About this task:
Among the lines of the records, please find those that contain the word "lists" and copy them.

Data to examine:
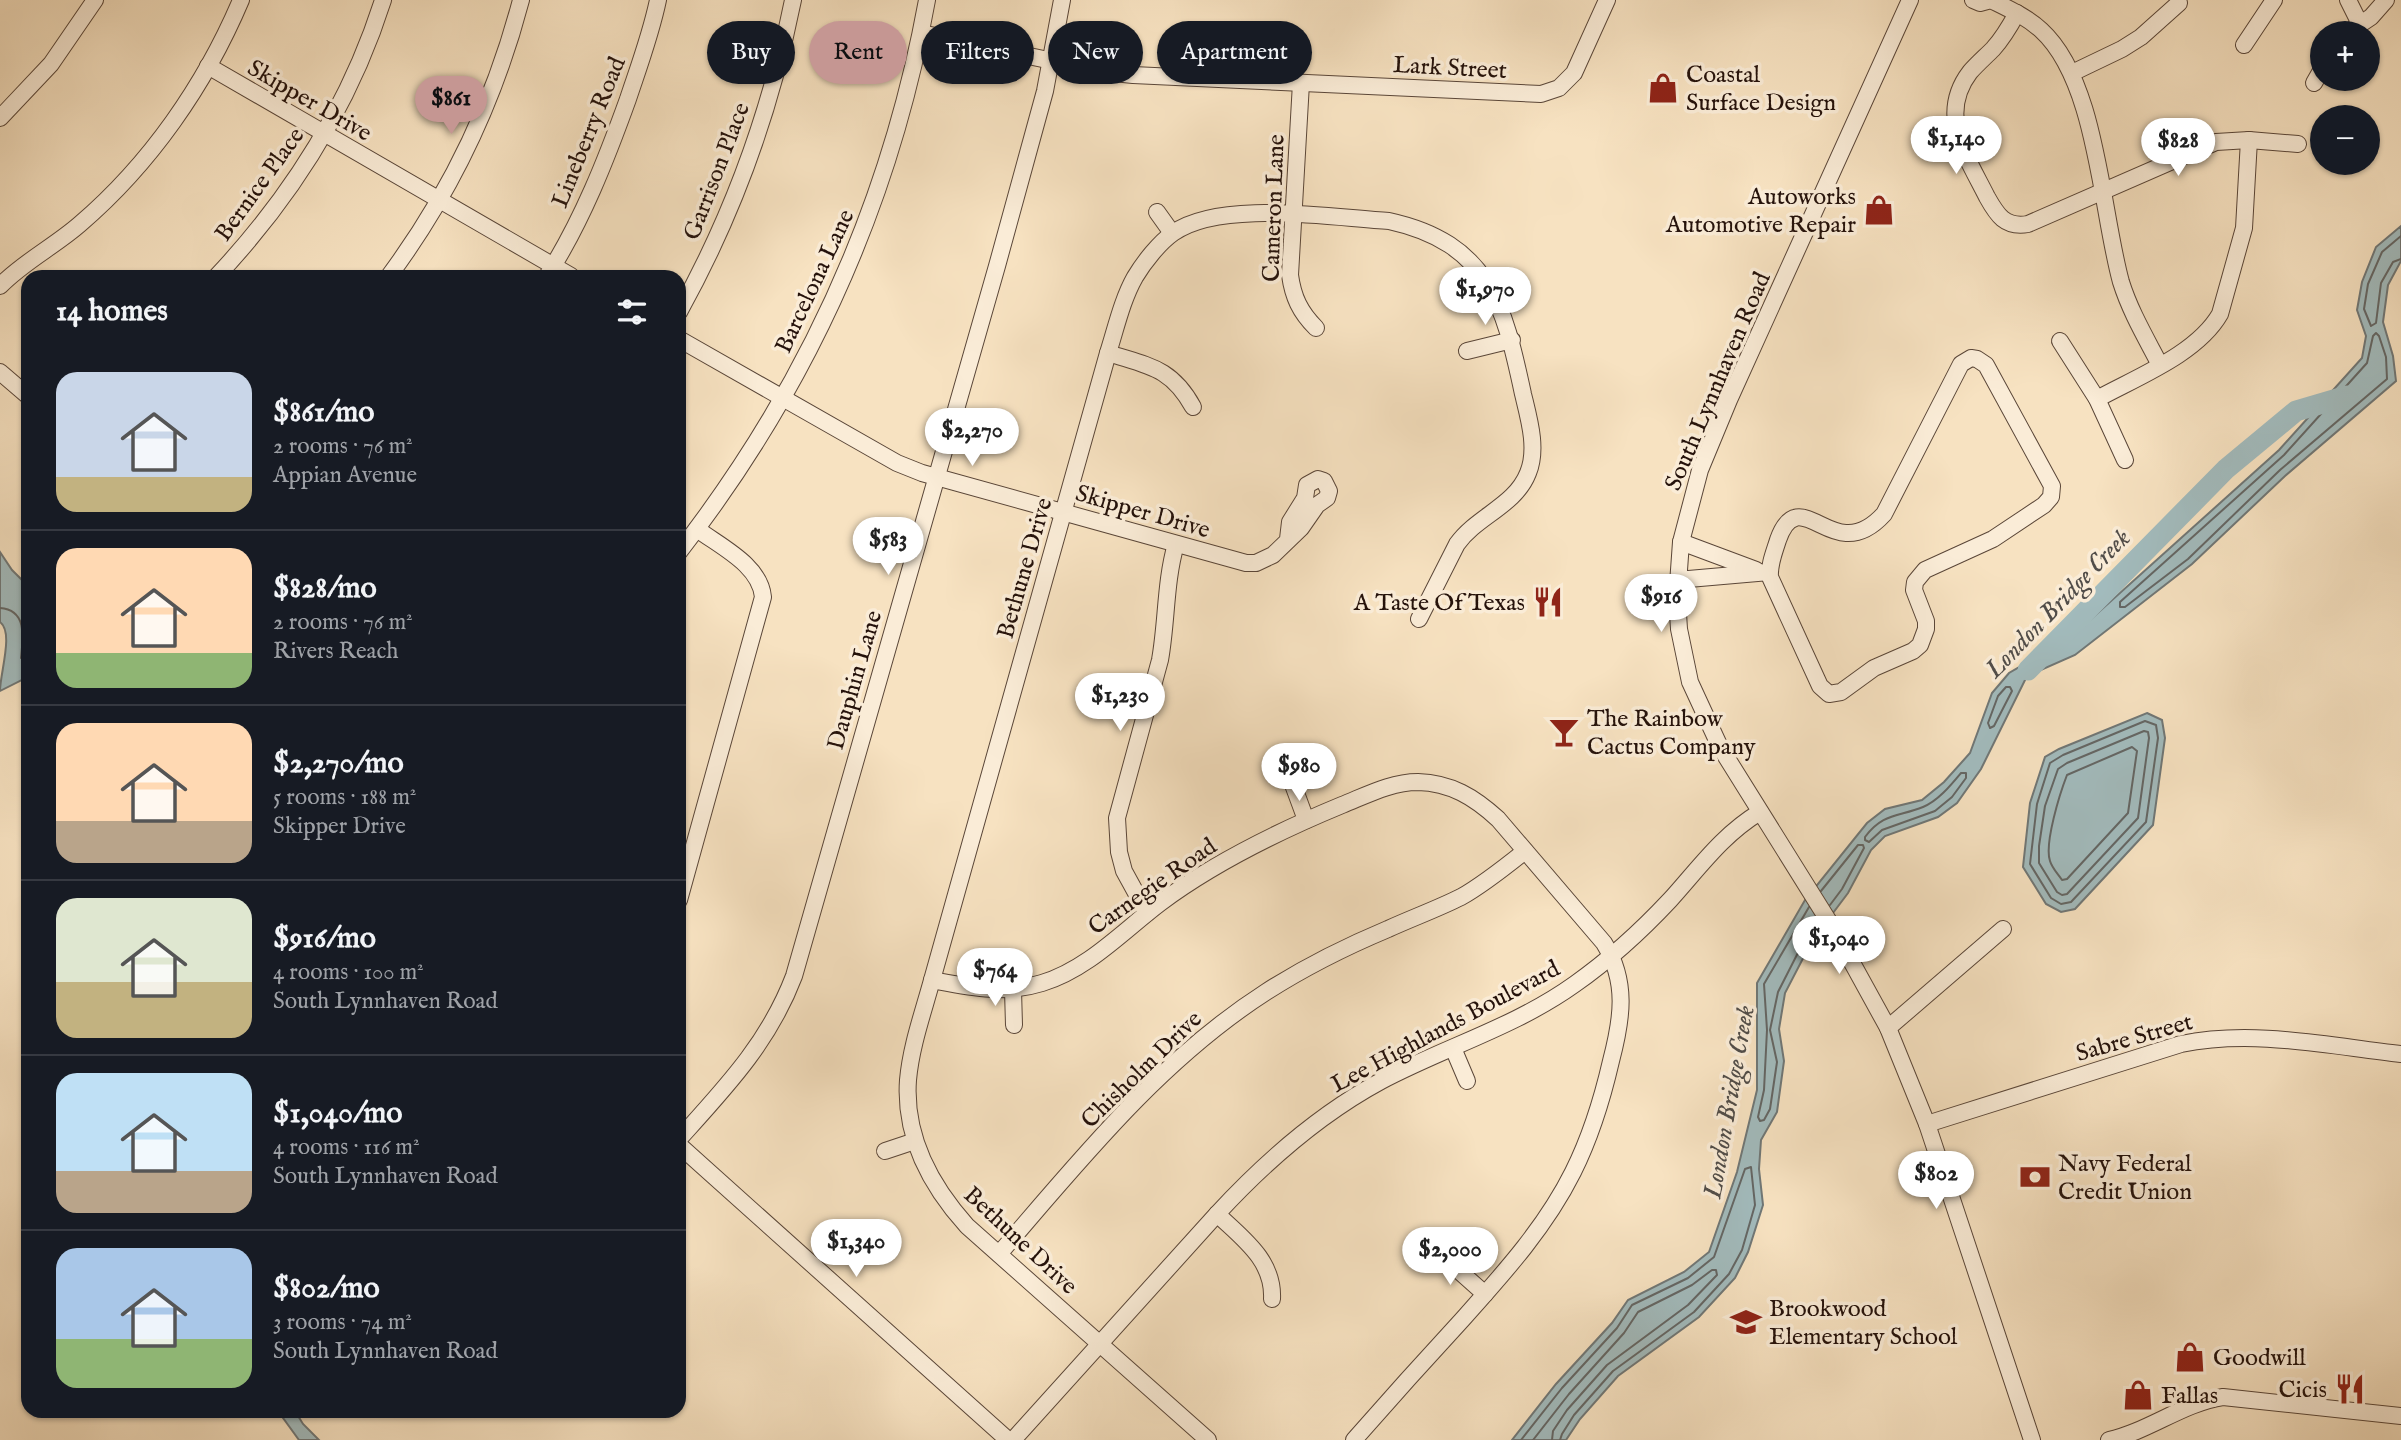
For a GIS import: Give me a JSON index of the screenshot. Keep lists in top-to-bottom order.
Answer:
{
  "streets": {
    "street": [
      "Lark Street",
      "Skipper Drive",
      "Lineberry Road",
      "Garrison Place",
      "Bernice Place",
      "Cameron Lane",
      "Barcelona Lane",
      "South Lynnhaven Road",
      "Bethune Drive",
      "Dauphin Lane",
      "Carnegie Road",
      "Lee Highlands Boulevard",
      "Sabre Street",
      "Chisholm Drive"
    ]
  },
  "crossings": [
    ["Skipper Drive", "Bernice Place"],
    ["Skipper Drive", "Barcelona Lane"],
    ["Skipper Drive", "Bethune Drive"],
    ["Skipper Drive", "Dauphin Lane"],
    ["Cameron Lane", "Bethune Drive"],
    ["South Lynnhaven Road", "Lee Highlands Boulevard"],
    ["South Lynnhaven Road", "Sabre Street"],
    ["Bethune Drive", "Carnegie Road"],
    ["Bethune Drive", "Lee Highlands Boulevard"],
    ["Bethune Drive", "Chisholm Drive"],
    ["Carnegie Road", "Lee Highlands Boulevard"],
    ["Carnegie Road", "Chisholm Drive"]
  ],
  "water": ["London Bridge Creek"],
  "places": {
    "shop": [
      "Coastal Surface Design",
      "Autoworks Automotive Repair",
      "Goodwill",
      "Fallas"
    ],
    "restaurant": ["A Taste Of Texas", "Cicis"],
    "bar": ["The Rainbow Cactus Company"],
    "bank": ["Navy Federal Credit Union"],
    "school or university": ["Brookwood Elementary School"]
  },
  "page": {
    "map_buttons": ["+", "−"],
    "chip": [
      "Buy",
      "Rent",
      "Filters",
      "New",
      "Apartment"
    ],
    "price": [
      "$861",
      "$1,140",
      "$828",
      "$1,970",
      "$2,270",
      "$583",
      "$916",
      "$1,230",
      "$980",
      "$1,040",
      "$764",
      "$802",
      "$1,340",
      "$2,000"
    ],
    "heading": "14 homes",
    "list": [
      {
        "name": "$861/mo",
        "note": "2 rooms · 76 m² · Appian Avenue"
      },
      {
        "name": "$828/mo",
        "note": "2 rooms · 76 m² · Rivers Reach"
      },
      {
        "name": "$2,270/mo",
        "note": "5 rooms · 188 m² · Skipper Drive"
      },
      {
        "name": "$916/mo",
        "note": "4 rooms · 100 m² · South Lynnhaven Road"
      },
      {
        "name": "$1,040/mo",
        "note": "4 rooms · 116 m² · South Lynnhaven Road"
      },
      {
        "name": "$802/mo",
        "note": "3 rooms · 74 m² · South Lynnhaven Road"
      }
    ]
  }
}
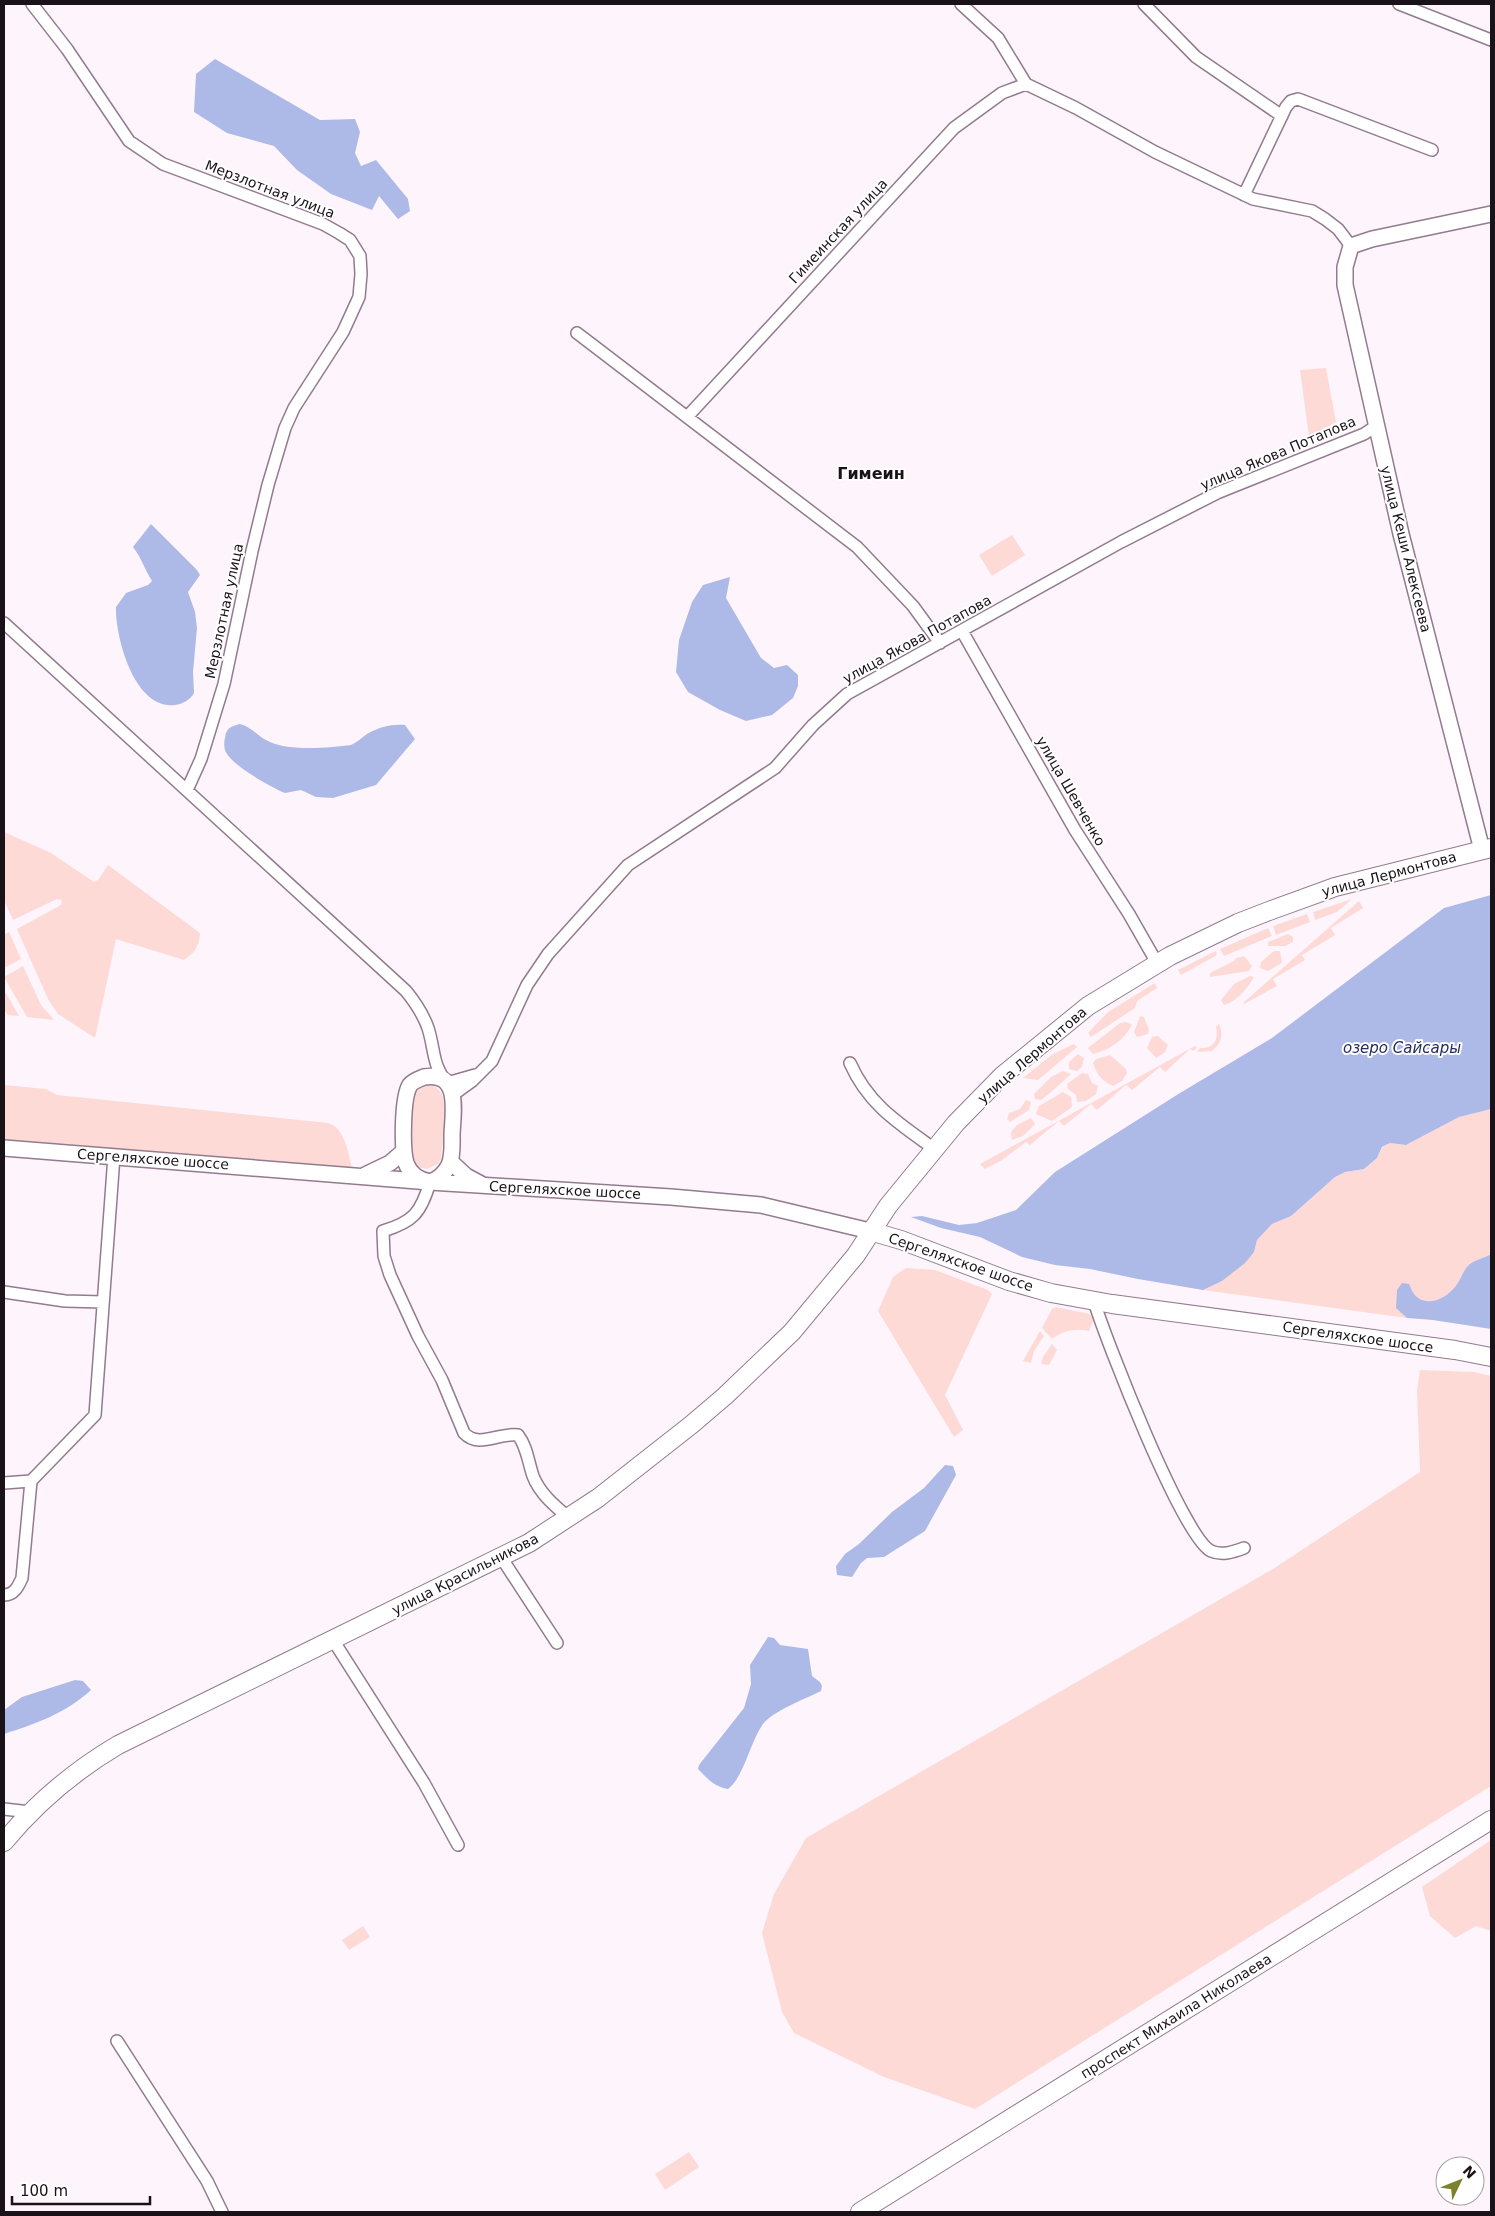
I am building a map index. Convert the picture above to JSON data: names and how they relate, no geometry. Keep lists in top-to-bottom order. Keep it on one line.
{"streets":{"main road":["улица Кеши Алексеева","улица Лермонтова","Сергеляхское шоссе","улица Красильникова","проспект Михаила Николаева"],"street":["Мерзлотная улица","Гимеинская улица","улица Якова Потапова","улица Шевченко"]},"crossings":[["улица Якова Потапова","улица Кеши Алексеева"],["улица Якова Потапова","улица Шевченко"],["улица Кеши Алексеева","улица Лермонтова"],["улица Шевченко","улица Лермонтова"],["улица Лермонтова","Сергеляхское шоссе"],["улица Лермонтова","улица Красильникова"],["Сергеляхское шоссе","улица Красильникова"]],"districts":["Гимеин"],"water":["озеро Сайсары"],"scale_bar":"100 m","north":"top right"}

Output of the exercise:
For a GIS import: Give me a JSON index of the screenshot. Keep lists in top-to-bottom order.
I am building a map index. Convert the picture above to JSON data: names and how they relate, no geometry. Keep lists in top-to-bottom order. Keep it on one line.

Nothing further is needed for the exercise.